## Exercise instructions
Gather every line in the records below that contains the word "Task".

## Supplied material

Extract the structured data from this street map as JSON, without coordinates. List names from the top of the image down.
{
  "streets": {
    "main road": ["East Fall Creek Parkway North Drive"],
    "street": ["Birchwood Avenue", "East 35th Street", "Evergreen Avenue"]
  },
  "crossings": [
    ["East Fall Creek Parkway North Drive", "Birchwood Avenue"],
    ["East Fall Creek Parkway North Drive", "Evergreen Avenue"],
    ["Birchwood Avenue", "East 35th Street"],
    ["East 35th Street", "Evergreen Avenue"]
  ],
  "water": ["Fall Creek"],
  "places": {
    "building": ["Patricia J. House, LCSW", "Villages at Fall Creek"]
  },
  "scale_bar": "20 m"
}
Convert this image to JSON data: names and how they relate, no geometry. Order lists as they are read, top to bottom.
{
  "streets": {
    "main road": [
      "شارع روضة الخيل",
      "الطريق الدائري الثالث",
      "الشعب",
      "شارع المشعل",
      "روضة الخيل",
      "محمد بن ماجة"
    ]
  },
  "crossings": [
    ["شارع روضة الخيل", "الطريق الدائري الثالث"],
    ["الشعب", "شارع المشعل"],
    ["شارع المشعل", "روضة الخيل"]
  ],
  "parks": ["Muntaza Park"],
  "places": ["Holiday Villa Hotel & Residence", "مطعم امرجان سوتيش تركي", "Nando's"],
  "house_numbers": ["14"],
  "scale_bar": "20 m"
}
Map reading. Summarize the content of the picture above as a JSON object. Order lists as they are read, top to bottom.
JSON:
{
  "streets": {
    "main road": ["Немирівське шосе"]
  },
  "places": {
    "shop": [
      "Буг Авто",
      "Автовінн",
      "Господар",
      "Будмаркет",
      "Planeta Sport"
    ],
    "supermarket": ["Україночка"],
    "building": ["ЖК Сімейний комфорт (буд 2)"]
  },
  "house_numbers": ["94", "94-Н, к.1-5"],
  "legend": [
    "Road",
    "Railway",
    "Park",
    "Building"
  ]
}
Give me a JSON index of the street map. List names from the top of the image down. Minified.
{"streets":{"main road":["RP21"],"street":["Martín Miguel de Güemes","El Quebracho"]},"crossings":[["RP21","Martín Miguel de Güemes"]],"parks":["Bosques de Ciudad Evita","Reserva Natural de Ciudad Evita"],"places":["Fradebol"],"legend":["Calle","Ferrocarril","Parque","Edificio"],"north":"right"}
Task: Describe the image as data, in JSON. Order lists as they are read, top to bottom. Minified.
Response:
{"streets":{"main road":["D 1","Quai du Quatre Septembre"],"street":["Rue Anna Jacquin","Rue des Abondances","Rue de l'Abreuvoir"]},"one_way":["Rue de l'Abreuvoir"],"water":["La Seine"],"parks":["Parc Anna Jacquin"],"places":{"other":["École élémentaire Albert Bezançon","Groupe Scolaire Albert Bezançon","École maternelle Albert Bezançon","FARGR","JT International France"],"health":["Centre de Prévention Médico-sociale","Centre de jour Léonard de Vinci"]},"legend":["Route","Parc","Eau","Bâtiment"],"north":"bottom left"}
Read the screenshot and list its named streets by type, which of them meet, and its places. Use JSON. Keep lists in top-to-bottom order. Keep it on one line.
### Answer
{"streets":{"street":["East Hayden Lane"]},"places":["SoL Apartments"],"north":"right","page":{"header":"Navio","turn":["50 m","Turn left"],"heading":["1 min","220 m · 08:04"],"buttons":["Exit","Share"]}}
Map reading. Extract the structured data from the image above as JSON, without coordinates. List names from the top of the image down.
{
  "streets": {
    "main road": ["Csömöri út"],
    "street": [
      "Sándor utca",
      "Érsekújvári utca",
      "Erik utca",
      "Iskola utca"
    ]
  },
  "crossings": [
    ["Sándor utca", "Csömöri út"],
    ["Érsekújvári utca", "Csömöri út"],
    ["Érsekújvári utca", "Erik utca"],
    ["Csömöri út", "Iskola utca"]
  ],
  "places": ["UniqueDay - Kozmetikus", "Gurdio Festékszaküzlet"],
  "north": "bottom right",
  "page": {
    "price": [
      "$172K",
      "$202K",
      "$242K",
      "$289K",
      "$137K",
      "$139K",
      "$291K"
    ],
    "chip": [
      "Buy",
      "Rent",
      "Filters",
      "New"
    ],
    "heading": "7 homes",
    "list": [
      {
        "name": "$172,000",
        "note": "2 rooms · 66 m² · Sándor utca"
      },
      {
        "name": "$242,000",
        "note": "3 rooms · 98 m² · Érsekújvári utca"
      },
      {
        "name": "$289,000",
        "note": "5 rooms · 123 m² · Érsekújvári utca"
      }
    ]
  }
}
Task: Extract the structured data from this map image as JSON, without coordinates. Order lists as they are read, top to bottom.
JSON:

## Response area
Task: Describe the image as data, in JSON. Order lists as they are read, top to bottom. Minified.
Task: Extract the structured data from this map image as JSON, without coordinates. Order lists as they are read, top to bottom.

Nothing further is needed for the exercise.